--- DATA SECTION Enclosed Below ---

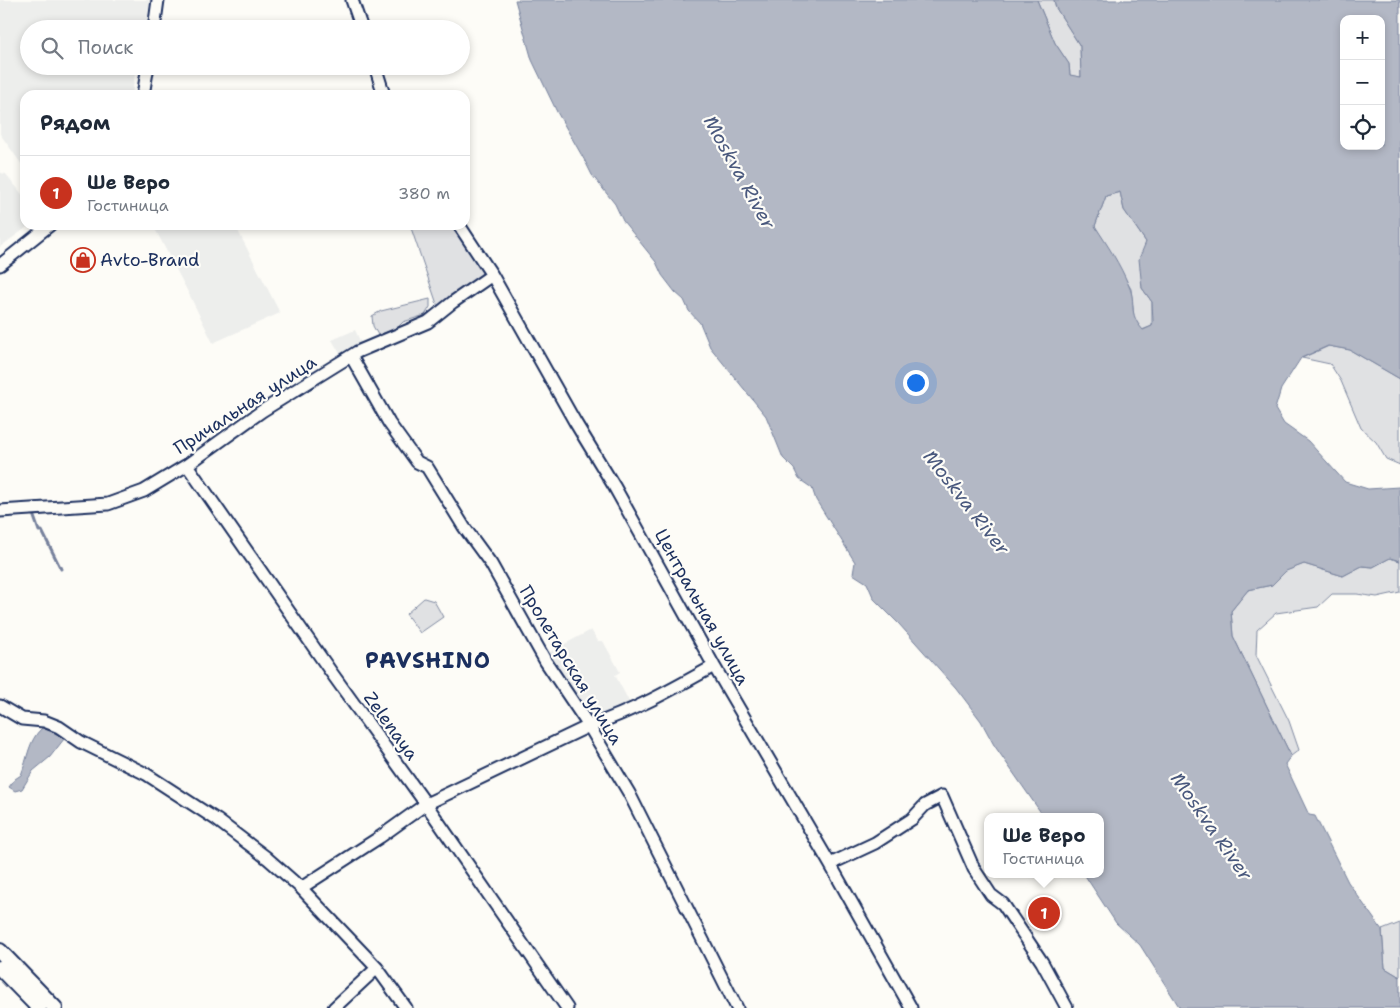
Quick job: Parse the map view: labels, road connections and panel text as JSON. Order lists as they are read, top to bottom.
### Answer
{
  "streets": {
    "street": [
      "Причальная улица",
      "Центральная улица",
      "Пролетарская улица",
      "Zelenaya"
    ]
  },
  "crossings": [
    ["Причальная улица", "Центральная улица"],
    ["Причальная улица", "Пролетарская улица"],
    ["Причальная улица", "Zelenaya"]
  ],
  "districts": ["PAVSHINO"],
  "water": ["Moskva River"],
  "places": {
    "shop": ["Avto-Brand"]
  },
  "page": {
    "map_buttons": ["+", "−"],
    "search": "Поиск",
    "heading": "Рядом",
    "list": [
      {
        "mark": "1",
        "name": "Ше Веро",
        "note": "Гостиница",
        "value": "380 m"
      }
    ],
    "popup": ["Ше Веро", "Гостиница"],
    "pins": "1"
  }
}
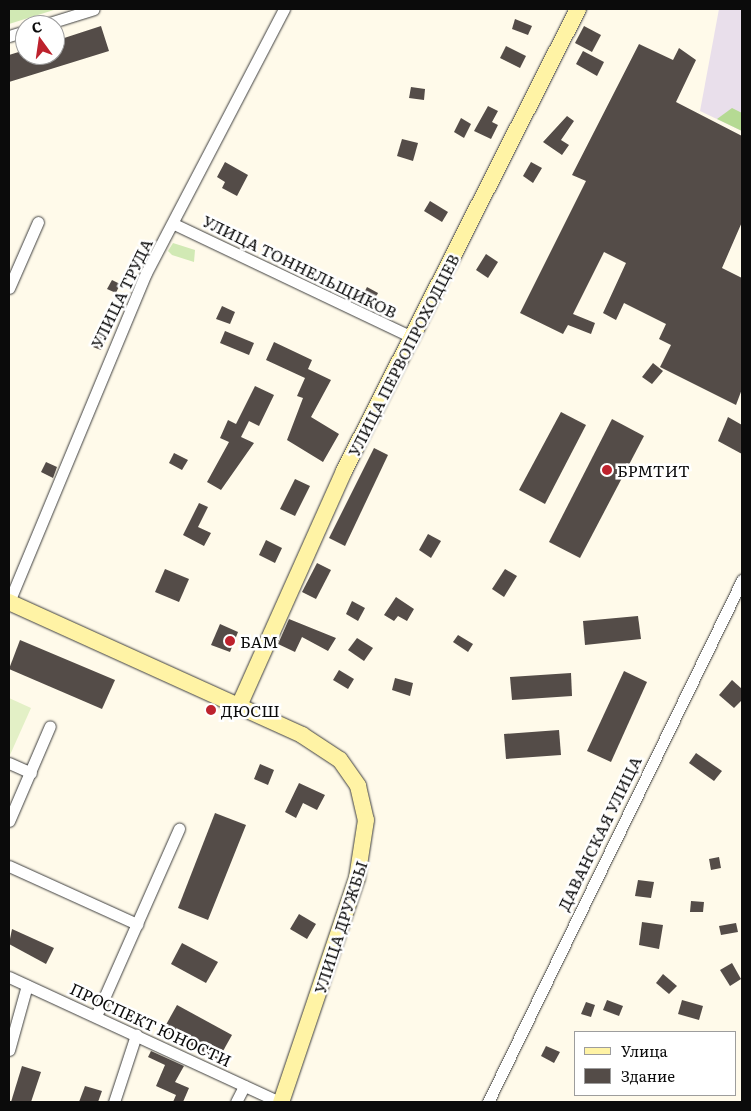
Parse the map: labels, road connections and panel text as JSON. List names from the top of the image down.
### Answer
{
  "streets": {
    "street": [
      "УЛИЦА ТОННЕЛЬЩИКОВ",
      "УЛИЦА ТРУДА",
      "УЛИЦА ПЕРВОПРОХОДЦЕВ",
      "ДАВАНСКАЯ УЛИЦА",
      "УЛИЦА ДРУЖБЫ",
      "ПРОСПЕКТ ЮНОСТИ"
    ]
  },
  "crossings": [
    ["УЛИЦА ТОННЕЛЬЩИКОВ", "УЛИЦА ТРУДА"],
    ["УЛИЦА ТОННЕЛЬЩИКОВ", "УЛИЦА ПЕРВОПРОХОДЦЕВ"],
    ["УЛИЦА ТРУДА", "УЛИЦА ДРУЖБЫ"],
    ["УЛИЦА ПЕРВОПРОХОДЦЕВ", "УЛИЦА ДРУЖБЫ"],
    ["УЛИЦА ДРУЖБЫ", "ПРОСПЕКТ ЮНОСТИ"]
  ],
  "places": ["БРМТИТ", "БАМ", "ДЮСШ"],
  "legend": ["Улица", "Здание"],
  "north": "top"
}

--- End of Enclosed DATA SECTION ---

▸ ACTION ITEM
Print exactly the stretch of lines beginning with the one that holds "Parse the map: labels, road" and ending at the last line above.

▸ RESPONSE
Parse the map: labels, road connections and panel text as JSON. List names from the top of the image down.
### Answer
{
  "streets": {
    "street": [
      "УЛИЦА ТОННЕЛЬЩИКОВ",
      "УЛИЦА ТРУДА",
      "УЛИЦА ПЕРВОПРОХОДЦЕВ",
      "ДАВАНСКАЯ УЛИЦА",
      "УЛИЦА ДРУЖБЫ",
      "ПРОСПЕКТ ЮНОСТИ"
    ]
  },
  "crossings": [
    ["УЛИЦА ТОННЕЛЬЩИКОВ", "УЛИЦА ТРУДА"],
    ["УЛИЦА ТОННЕЛЬЩИКОВ", "УЛИЦА ПЕРВОПРОХОДЦЕВ"],
    ["УЛИЦА ТРУДА", "УЛИЦА ДРУЖБЫ"],
    ["УЛИЦА ПЕРВОПРОХОДЦЕВ", "УЛИЦА ДРУЖБЫ"],
    ["УЛИЦА ДРУЖБЫ", "ПРОСПЕКТ ЮНОСТИ"]
  ],
  "places": ["БРМТИТ", "БАМ", "ДЮСШ"],
  "legend": ["Улица", "Здание"],
  "north": "top"
}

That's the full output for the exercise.